Men zegt dat er helemaal geen besnijdenis meer hoeft en er helemaal geen wet van Mozes meer hoeft en dan haalt men oa deze tekst aan. Maar wat zij bedoelen, staat er niet.
Er is hier in Handelingen een beroering ontstaan, omdat “sommigen” ,die de leer van de Farizeeën nog niet afgelegd hadden, anderen die leer oplegden. Die leer week volkomen af van de instructies van Abba YHWH. Lees de vrijmakende woorden maar in Deuteronomium 30.
Het is een strijd door de eeuwen geworden en we beleven eigenlijk elke keer Handelingen 15, als menselijke interpretatie geconfronteerd wordt met het levendmakende Woord/instructies van Abba YHWH.
Men noemt mensen die Abba’s instructies hebben ontdekt als levenswijze, wettisch en hoogmoedig omdat, zoals men veelal zegt,degenen die Zijn geboden willen doen, een en ander willen verdienen.
Dat komt omdat de leugen tot op heden voortduurt, zodat Abba YHWH volgens de tegenstander de eer niet mag krijgen.
Als we het onderscheid gaan zien, dan kunnen we de verzen 19 tot en met 21 ook begrijpen.
Men is naar Jeruzalem afgereisd en heeft de zaak/beroering voorgelegd en Petrus haalt iets aan uit de profeet Amos. Nadat de zaak duidelijk geworden is en men is gaan inzien dat de wet der schriftgeleerden overboord moet, zodat alleen de wet/instructies van YHWH (denk aan Deut.30) gevolgd behoren te worden, voegt Petrus eraan toe dat men degenen uit de heidenen (akrobustia= afgeweken voormalige en afstammelingen van de overige stammen Israels, gezien de roeping van verschillende apostelen, zie oa Petrus en Jacobus) “zal aanschrijven, dat zij zich onthouden van de dingen die door de afgoden besmet zijn, en van hoererij en van het verstikte en van bloed”. Dat lijkt weinig, maar vergeet niet dat ze in een heidense omgeving leefden en dat hun levenswijze direct opviel.

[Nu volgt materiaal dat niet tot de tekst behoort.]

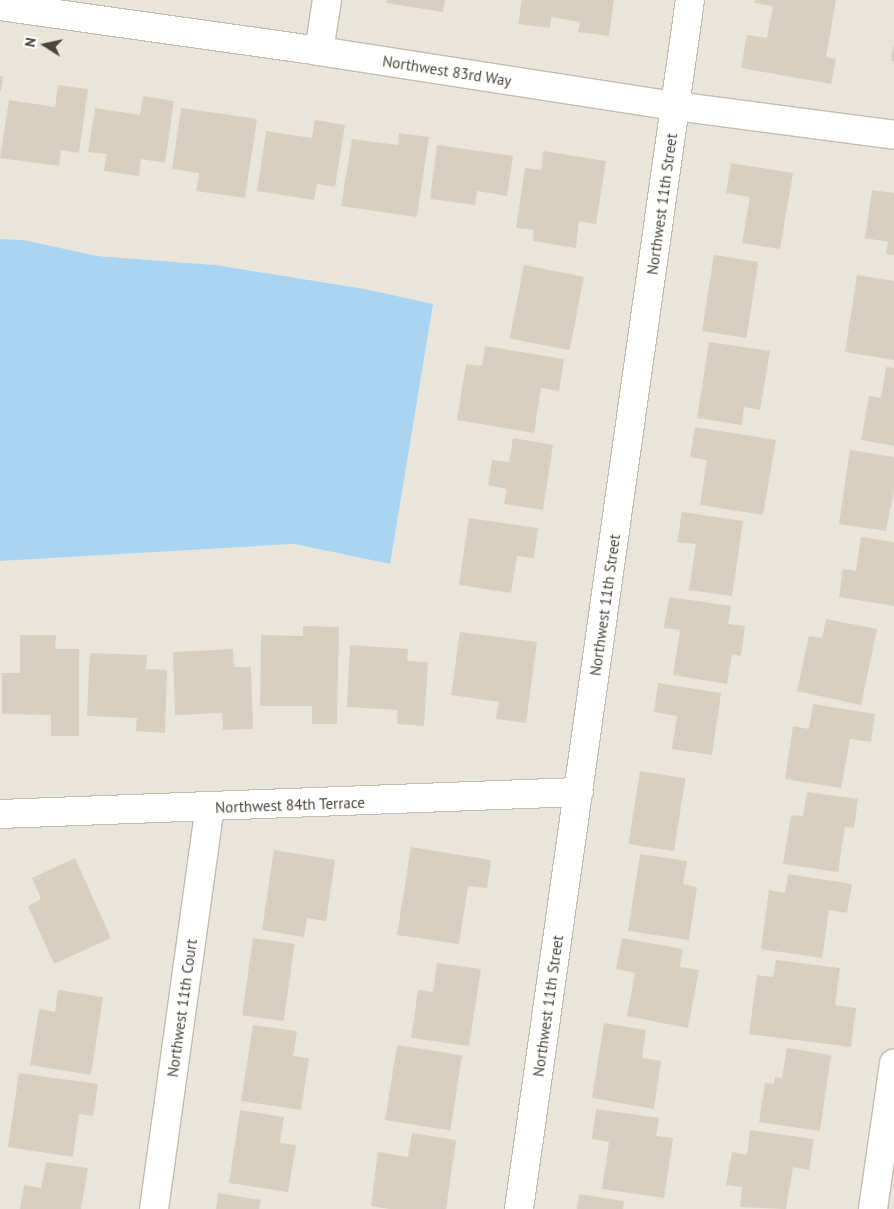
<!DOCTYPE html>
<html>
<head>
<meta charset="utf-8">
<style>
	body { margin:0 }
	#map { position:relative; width:894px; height:1209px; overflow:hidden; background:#f6f3ec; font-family:"PT Sans",sans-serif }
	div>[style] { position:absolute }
	.residential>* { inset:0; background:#eae5da }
	.water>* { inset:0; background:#a9d4f2 }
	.building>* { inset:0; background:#d8cfc1; transform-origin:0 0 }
	.roads { filter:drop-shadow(1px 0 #c2bbae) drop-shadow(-1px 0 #c2bbae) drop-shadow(0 1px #c2bbae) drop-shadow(0 -1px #c2bbae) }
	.minor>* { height:28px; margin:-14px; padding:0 14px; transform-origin:14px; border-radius:14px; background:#fff }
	span { translate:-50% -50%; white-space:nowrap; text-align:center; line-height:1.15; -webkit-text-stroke:5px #fff; paint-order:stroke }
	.street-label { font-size:15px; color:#4b4439 }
	.north { position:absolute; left:20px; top:20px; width:50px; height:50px; -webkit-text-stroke:4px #fff; paint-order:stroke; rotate:280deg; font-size:14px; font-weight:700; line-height:20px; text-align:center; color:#4b4439 }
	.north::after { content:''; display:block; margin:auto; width:18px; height:22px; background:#4b4439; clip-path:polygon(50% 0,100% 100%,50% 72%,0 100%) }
</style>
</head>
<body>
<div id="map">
	<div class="residential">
		<div style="clip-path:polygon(0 0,894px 0,894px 1209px,0 1209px,0 561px,294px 544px,389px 564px,432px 304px,365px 289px,215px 265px,97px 256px,24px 240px,0 239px)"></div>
	</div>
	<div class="water">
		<div style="clip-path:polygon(0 239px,24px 240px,97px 256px,215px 265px,365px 289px,433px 304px,390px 564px,294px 544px,0 561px)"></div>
	</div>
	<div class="building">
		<div style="clip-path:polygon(387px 0,445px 0,443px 12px,386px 3px)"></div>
		<div style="clip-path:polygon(522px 0,614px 0,609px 36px,578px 32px,580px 22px,551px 17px,550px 28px,518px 24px)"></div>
		<div style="clip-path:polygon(755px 0,836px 0,826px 57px,836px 59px,831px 84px,741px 68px,747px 35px,767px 38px,773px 6px,754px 3px)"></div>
		<div style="clip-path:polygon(893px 45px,894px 45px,894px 61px,891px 61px)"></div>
		<div style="clip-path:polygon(0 76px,3px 77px,1px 91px,0 91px)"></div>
		<div style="clip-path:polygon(58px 85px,88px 89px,79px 153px,61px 150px,59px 166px,0 158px,9px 100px,55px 107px)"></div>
		<div style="clip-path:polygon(143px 96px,174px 101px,165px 163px,141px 159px,139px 176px,104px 171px,107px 154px,88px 152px,95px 108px,140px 115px)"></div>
		<div style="clip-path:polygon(181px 108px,257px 119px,245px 198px,196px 191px,199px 173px,172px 169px)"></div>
		<div style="clip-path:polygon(315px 120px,345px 125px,335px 187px,317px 184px,314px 200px,257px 191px,266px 131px,312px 138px)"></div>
		<div style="clip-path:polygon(399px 133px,429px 137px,417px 217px,341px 206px,352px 139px,398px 145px)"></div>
		<div style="clip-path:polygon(437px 145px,513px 156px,507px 196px,477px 191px,475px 205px,430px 199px)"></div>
		<div style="clip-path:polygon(543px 151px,606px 161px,596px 224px,579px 221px,576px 248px,533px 241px,534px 230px,516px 228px,525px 168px,541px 170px)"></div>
		<div style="clip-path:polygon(731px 163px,793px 173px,780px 249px,742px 243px,750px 197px,726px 193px)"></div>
		<div style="clip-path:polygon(872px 190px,894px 193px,894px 255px,886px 254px,888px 242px,865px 238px)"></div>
		<div style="left:714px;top:255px;width:45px;height:77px;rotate:9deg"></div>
		<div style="left:524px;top:265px;width:61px;height:75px;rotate:11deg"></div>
		<div style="clip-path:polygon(857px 275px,894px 281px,894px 360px,845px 352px)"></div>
		<div style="clip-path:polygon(709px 342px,770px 351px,760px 410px,744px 407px,742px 425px,697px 418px)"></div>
		<div style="clip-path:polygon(485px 346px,564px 359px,559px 391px,541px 388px,534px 433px,457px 420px,466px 364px,482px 366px)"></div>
		<div style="clip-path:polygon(886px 367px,894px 368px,894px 446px,861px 440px,869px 396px,881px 398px)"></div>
		<div style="clip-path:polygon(695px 427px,776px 440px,763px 515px,700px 505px,707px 460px,690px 457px)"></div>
		<div style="clip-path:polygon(513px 438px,553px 445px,543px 510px,504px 504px,507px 489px,488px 485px,492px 460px,509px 462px)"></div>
		<div style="clip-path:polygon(850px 450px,894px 457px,894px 489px,886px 531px,839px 524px)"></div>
		<div style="clip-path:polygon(682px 512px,743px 521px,732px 596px,689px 590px,696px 544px,677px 542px)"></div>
		<div style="clip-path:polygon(469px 518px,538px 528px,534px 558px,517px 556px,511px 593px,459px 585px)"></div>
		<div style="clip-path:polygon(861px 537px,894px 542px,894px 606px,839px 597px,843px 569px,856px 571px)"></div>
		<div style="clip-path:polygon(669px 597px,731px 606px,728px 624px,745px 626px,741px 656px,732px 654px,727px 684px,673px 675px,680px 630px,664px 628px)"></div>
		<div style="clip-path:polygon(826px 619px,877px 629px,861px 705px,797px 691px,809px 636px,822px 638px)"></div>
		<div style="clip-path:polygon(303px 626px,339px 627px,337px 724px,312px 724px,312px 706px,260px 706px,261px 635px,303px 636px)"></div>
		<div style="clip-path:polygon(460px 632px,537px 642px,526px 723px,496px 719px,499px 702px,451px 695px)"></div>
		<div style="clip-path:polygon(20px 635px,56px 635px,55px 649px,79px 649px,79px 736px,51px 736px,51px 715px,2px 714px,2px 673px,20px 673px)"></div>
		<div style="clip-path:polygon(350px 645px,408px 649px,407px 661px,428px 662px,424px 726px,397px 724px,398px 710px,347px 707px)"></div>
		<div style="clip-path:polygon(233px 649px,234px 667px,251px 667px,253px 729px,223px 730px,222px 713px,175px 715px,173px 652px)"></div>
		<div style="clip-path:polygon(90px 653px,147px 655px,146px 669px,167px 670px,165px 733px,136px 731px,137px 718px,87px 716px)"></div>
		<div style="clip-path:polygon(658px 683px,721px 693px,712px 755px,672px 749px,677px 716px,654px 712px)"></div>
		<div style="clip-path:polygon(813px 704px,875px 714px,871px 742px,850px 739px,841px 788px,785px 779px,793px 726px,809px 729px)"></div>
		<div style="left:640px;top:771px;width:46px;height:74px;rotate:9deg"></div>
		<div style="clip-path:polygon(807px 792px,858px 799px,854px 828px,845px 827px,838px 872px,783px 864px,791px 815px,803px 816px)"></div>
		<div style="clip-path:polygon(411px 847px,491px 860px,487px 888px,468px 886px,459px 944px,397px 935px)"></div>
		<div style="clip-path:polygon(274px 850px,335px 860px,326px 921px,307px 918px,304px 937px,262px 930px)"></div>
		<div style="clip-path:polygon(640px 854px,687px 861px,683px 884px,697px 887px,689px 940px,628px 931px)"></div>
		<div style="clip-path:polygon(75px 858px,111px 938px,54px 964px,28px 906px,41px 899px,32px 878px)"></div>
		<div style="clip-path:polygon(788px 874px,852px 884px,847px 913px,829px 910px,822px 958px,761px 949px,769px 890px,785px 893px)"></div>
		<div style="left:253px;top:938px;width:42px;height:78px;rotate:8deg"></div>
		<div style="clip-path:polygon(622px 938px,683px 949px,680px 967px,699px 970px,688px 1028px,627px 1016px,635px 973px,616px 969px)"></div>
		<div style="clip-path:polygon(776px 960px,840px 968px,835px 1005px,856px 1008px,851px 1047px,749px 1034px,757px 975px,773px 977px)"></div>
		<div style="clip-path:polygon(437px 963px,481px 969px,469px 1046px,411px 1038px,418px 990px,433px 992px)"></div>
		<div style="clip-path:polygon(58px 990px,103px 997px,91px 1075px,30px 1065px,39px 1009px,55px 1012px)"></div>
		<div style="clip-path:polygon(604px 1023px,646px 1030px,642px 1058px,661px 1061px,654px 1109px,592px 1098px)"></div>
		<div style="clip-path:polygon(253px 1025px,297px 1031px,293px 1056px,309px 1058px,301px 1110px,241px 1101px)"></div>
		<div style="left:397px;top:1045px;width:66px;height:76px;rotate:9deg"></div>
		<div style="clip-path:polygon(787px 1048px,831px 1055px,820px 1131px,759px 1122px,765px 1083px,774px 1084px,775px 1077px,782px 1078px)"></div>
		<div style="clip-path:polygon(19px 1073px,98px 1084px,93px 1116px,79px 1114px,73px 1157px,8px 1147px)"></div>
		<div style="clip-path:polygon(596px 1109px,659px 1118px,656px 1136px,673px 1138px,664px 1198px,602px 1189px,609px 1142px,592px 1139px)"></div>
		<div style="clip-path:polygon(240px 1110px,284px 1117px,280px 1143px,296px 1145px,288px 1192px,229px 1183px)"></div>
		<div style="clip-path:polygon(750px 1130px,814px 1139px,809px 1170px,793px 1167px,786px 1209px,740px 1207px,742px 1187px,726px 1185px,732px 1152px,747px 1155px)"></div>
		<div style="clip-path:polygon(412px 1133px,456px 1140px,446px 1209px,390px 1209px,371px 1206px,378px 1152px,408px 1157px)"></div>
		<div style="clip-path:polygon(46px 1162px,88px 1168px,81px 1209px,20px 1209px,24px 1185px,41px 1188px)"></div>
		<div style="clip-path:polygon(218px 1193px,261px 1200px,259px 1209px,216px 1209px)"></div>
		<div style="clip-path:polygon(579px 1194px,624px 1201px,623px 1209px,577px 1209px)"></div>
	</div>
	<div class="roads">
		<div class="minor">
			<div style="left:0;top:6px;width:322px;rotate:8deg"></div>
			<div style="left:319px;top:51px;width:360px;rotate:8.8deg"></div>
			<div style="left:675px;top:106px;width:221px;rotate:7.5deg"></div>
			<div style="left:319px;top:51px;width:52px;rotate:-81.1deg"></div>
			<div style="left:0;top:814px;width:579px;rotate:-2.18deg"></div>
			<div style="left:154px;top:1209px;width:405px;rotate:-82.1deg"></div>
			<div style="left:519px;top:1209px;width:1221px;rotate:-81.95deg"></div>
			<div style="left:873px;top:1209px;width:147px;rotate:-81.8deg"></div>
		</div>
	</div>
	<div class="street-label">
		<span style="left:447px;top:71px;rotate:9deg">Northwest 83rd Way</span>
		<span style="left:662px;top:204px;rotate:-82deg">Northwest 11th Street</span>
		<span style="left:605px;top:605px;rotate:-82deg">Northwest 11th Street</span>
		<span style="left:290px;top:805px;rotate:-2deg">Northwest 84th Terrace</span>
		<span style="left:548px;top:1006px;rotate:-82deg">Northwest 11th Street</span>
		<span style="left:182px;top:1008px;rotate:-82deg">Northwest 11th Court</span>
	</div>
	<div class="north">N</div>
</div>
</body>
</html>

Verder voegt Petrus er aan toe “Want Mozes heeft er van oude tijden in elke stad die hem prediken en hij (dat is de wet/instructies van Mozes volgens YHWH’s richtlijnen) wordt op elken sabbat in de synagogen gelezen”.
Met andere woorden, als de bekeerlingen naar de plaatsen kwamen, alwaar ze de oudsten hoorden die in de voetsporen van Yahshua leerden en voortgegaan waren met de wet en levenswijze van Abba YHWH, dan hoorden en leerden zij de wetten van de schriftgeleerden overboord te gooien. Dan leerden zij om te doen naar de wil van de Vader, zoals Hij het hen voorschreef vanuit Zijn Woord,tot dan nog steeds het Oude Testament, daar het Nieuwe Testament niet geschreven was.
Wij kunnen met “besneden” blik terugkijken en zien dat YHWH’s instructies nog steeds gelden en dat het N.T vanuit die optiek beschreven is.
Zie het geheimenis vanaf vers 12:
“12 En al de menigte zweeg stil, en zij hoorden Barnabas en Paulus verhalen, wat grote tekenen en wonderen YHWH door hen onder de heidenen gedaan had.
13 En nadat deze zwegen, antwoordde Jakobus, zeggende: Mannen broeders, hoort mij.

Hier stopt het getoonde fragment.